● Instructions to follow
Where in the listing does the word "readable" appear? Report each line that holds it.

● Provided entries

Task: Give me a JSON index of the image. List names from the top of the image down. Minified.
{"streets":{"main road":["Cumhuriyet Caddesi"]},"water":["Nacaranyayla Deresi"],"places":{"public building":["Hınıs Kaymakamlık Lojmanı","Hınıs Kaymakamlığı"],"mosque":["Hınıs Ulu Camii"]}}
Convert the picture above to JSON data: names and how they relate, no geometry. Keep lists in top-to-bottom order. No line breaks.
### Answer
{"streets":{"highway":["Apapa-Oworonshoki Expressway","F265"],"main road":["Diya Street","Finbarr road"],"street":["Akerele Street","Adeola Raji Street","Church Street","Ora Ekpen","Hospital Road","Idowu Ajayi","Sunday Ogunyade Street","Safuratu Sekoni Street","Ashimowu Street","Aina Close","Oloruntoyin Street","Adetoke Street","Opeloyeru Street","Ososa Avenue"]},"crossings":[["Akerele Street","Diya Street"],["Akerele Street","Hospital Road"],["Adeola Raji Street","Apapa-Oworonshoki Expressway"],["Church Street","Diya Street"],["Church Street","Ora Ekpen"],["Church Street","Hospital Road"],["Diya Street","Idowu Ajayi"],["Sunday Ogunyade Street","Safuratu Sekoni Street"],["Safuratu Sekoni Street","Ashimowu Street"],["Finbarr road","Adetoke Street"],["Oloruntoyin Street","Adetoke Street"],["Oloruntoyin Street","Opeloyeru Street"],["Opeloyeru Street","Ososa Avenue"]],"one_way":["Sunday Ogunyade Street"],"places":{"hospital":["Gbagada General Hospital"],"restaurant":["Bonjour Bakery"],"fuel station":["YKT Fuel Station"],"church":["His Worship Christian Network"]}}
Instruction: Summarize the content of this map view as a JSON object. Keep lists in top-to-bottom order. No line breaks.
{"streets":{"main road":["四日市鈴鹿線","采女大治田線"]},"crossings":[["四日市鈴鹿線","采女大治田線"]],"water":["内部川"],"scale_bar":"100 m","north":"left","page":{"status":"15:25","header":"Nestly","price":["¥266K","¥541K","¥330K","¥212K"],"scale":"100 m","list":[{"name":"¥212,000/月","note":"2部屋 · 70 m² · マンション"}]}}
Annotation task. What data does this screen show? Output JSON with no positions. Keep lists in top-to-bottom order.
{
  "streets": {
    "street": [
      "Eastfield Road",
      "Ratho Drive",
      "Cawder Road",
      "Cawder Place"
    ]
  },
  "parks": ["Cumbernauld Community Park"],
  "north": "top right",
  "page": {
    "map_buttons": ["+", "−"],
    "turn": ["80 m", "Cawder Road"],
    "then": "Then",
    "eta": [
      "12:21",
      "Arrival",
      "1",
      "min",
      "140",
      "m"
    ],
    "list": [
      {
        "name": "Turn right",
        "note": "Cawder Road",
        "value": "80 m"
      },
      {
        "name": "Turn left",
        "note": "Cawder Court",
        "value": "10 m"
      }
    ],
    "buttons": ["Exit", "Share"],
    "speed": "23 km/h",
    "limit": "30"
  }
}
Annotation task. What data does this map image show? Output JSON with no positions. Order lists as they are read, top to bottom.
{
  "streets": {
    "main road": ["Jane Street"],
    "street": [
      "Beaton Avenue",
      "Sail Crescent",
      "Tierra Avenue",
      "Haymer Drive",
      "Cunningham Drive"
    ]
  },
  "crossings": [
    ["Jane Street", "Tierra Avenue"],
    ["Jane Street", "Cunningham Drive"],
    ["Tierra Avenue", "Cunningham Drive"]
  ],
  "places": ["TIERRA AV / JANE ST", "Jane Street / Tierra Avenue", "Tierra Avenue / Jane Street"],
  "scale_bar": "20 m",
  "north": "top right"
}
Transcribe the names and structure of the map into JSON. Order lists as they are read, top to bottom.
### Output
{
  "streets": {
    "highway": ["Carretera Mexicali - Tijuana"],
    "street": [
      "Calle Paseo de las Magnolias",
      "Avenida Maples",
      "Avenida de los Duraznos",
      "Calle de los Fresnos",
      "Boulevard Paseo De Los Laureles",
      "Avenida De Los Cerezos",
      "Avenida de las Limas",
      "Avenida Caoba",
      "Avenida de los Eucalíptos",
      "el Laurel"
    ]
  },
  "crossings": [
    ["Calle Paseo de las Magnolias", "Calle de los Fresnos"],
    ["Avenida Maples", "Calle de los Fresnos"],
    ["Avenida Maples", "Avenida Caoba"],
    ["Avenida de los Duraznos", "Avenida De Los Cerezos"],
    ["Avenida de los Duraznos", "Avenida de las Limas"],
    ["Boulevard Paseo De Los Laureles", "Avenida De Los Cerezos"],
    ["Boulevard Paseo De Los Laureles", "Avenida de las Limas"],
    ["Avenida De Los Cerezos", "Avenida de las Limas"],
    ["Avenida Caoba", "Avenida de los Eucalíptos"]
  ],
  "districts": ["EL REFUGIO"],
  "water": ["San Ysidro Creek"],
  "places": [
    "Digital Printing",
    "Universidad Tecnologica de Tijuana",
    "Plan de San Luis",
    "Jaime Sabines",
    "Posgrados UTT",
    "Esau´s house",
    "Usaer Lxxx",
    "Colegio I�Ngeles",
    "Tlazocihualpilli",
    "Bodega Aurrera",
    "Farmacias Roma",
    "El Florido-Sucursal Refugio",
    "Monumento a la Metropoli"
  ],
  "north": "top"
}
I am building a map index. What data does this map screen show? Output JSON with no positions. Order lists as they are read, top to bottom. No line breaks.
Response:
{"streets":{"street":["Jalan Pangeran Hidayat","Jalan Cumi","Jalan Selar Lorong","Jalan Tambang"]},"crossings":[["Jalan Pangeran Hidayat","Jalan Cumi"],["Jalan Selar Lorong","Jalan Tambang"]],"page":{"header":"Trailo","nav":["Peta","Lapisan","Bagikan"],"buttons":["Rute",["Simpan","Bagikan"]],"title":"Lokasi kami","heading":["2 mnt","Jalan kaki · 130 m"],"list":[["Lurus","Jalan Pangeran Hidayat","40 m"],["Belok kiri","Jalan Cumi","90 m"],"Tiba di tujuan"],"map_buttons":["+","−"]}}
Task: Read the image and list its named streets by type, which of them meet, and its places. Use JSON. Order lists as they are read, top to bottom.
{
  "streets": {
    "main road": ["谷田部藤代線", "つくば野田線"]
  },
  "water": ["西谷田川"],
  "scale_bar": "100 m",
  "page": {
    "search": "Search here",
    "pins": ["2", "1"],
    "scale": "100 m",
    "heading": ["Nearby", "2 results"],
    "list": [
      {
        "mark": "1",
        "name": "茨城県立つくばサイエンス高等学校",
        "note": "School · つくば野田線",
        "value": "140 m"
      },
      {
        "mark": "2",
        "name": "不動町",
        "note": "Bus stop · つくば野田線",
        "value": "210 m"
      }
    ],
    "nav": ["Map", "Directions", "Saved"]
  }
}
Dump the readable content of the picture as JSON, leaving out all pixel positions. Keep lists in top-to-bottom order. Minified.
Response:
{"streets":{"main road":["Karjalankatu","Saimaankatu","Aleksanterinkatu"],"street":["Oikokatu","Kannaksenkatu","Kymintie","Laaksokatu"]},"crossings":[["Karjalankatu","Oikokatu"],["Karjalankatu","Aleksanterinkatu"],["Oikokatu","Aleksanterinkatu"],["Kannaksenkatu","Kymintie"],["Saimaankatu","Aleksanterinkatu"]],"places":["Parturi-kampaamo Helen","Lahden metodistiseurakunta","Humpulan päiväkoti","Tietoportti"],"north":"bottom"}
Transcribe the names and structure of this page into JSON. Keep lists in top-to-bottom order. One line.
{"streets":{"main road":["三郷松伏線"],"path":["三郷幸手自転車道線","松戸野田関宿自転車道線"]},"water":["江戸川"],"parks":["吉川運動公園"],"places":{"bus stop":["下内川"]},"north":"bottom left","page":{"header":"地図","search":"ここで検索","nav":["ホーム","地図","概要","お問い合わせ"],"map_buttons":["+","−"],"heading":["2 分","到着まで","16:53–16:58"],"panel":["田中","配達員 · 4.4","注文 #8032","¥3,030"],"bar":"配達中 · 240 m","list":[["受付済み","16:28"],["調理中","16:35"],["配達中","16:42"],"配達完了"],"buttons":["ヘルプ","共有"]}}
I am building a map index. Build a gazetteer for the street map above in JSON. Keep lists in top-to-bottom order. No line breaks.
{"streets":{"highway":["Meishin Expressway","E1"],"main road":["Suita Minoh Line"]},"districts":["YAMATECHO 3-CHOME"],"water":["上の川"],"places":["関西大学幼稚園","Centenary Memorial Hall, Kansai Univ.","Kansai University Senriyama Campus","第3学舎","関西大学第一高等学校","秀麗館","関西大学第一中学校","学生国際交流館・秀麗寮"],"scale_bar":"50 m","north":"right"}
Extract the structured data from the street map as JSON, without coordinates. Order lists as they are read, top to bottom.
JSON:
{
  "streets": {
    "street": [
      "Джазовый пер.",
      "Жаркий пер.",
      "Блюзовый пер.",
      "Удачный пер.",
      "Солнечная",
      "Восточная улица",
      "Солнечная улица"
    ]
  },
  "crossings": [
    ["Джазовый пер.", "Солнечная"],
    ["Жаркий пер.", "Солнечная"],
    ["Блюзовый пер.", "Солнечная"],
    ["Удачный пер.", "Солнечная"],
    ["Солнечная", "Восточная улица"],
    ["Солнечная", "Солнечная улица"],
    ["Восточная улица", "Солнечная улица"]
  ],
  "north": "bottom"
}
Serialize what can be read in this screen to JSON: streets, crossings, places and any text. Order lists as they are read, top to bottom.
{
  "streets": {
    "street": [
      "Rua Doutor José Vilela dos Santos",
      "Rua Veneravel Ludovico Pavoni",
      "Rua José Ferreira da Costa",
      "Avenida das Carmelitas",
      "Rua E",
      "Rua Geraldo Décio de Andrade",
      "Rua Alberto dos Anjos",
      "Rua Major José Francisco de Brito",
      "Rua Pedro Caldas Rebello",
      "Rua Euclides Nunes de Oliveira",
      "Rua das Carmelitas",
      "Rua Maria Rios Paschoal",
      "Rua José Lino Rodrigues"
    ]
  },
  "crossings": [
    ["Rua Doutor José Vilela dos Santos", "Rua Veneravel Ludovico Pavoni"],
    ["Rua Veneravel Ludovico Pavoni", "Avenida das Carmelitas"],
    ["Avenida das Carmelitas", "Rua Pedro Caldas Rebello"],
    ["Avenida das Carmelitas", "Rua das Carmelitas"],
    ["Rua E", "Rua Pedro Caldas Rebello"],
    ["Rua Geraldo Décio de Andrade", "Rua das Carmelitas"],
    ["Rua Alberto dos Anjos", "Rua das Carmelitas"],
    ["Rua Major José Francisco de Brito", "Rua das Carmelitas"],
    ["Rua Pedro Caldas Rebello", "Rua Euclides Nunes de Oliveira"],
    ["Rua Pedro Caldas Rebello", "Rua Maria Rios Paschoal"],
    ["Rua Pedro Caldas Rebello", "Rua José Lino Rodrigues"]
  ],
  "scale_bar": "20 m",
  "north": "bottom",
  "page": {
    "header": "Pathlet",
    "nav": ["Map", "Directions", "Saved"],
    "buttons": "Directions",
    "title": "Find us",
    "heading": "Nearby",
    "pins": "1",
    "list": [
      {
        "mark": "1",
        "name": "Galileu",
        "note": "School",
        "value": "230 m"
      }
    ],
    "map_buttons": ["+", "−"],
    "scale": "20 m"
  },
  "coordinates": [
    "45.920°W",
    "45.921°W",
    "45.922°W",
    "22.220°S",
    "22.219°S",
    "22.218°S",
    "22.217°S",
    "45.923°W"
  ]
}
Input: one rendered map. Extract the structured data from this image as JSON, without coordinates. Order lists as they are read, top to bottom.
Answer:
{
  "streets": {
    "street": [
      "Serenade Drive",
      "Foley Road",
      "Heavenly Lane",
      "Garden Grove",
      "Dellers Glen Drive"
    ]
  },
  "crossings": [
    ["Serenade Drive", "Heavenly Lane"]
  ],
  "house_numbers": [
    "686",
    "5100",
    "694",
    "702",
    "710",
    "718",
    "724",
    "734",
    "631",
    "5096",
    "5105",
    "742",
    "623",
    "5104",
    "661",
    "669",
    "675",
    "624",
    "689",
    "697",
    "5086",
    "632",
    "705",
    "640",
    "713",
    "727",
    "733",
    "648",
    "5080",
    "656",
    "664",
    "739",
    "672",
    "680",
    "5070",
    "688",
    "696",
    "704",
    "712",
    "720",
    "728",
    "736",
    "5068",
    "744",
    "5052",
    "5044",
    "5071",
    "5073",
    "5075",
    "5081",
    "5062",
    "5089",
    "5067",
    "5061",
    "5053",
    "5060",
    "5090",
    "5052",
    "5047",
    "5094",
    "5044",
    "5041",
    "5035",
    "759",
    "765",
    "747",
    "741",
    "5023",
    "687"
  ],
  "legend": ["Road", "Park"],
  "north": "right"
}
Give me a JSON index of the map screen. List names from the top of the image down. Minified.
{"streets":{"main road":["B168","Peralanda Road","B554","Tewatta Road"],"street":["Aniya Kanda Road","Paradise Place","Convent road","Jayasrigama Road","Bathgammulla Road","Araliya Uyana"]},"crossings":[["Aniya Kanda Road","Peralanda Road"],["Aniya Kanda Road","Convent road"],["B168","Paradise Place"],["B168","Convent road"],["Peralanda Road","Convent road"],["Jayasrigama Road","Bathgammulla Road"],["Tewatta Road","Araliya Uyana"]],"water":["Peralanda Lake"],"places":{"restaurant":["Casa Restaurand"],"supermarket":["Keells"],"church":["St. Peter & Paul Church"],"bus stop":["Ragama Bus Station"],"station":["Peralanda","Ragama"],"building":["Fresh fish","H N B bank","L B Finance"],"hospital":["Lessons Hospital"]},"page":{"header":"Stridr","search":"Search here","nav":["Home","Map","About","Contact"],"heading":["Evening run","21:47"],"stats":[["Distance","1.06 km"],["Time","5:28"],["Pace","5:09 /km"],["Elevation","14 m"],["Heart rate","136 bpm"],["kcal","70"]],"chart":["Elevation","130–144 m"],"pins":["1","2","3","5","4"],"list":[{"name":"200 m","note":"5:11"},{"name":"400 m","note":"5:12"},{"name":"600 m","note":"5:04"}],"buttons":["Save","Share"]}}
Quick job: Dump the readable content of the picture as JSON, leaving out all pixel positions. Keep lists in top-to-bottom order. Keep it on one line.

● Output
Dump the readable content of the picture as JSON, leaving out all pixel positions. Keep lists in top-to-bottom order. Minified.
Quick job: Dump the readable content of the picture as JSON, leaving out all pixel positions. Keep lists in top-to-bottom order. Keep it on one line.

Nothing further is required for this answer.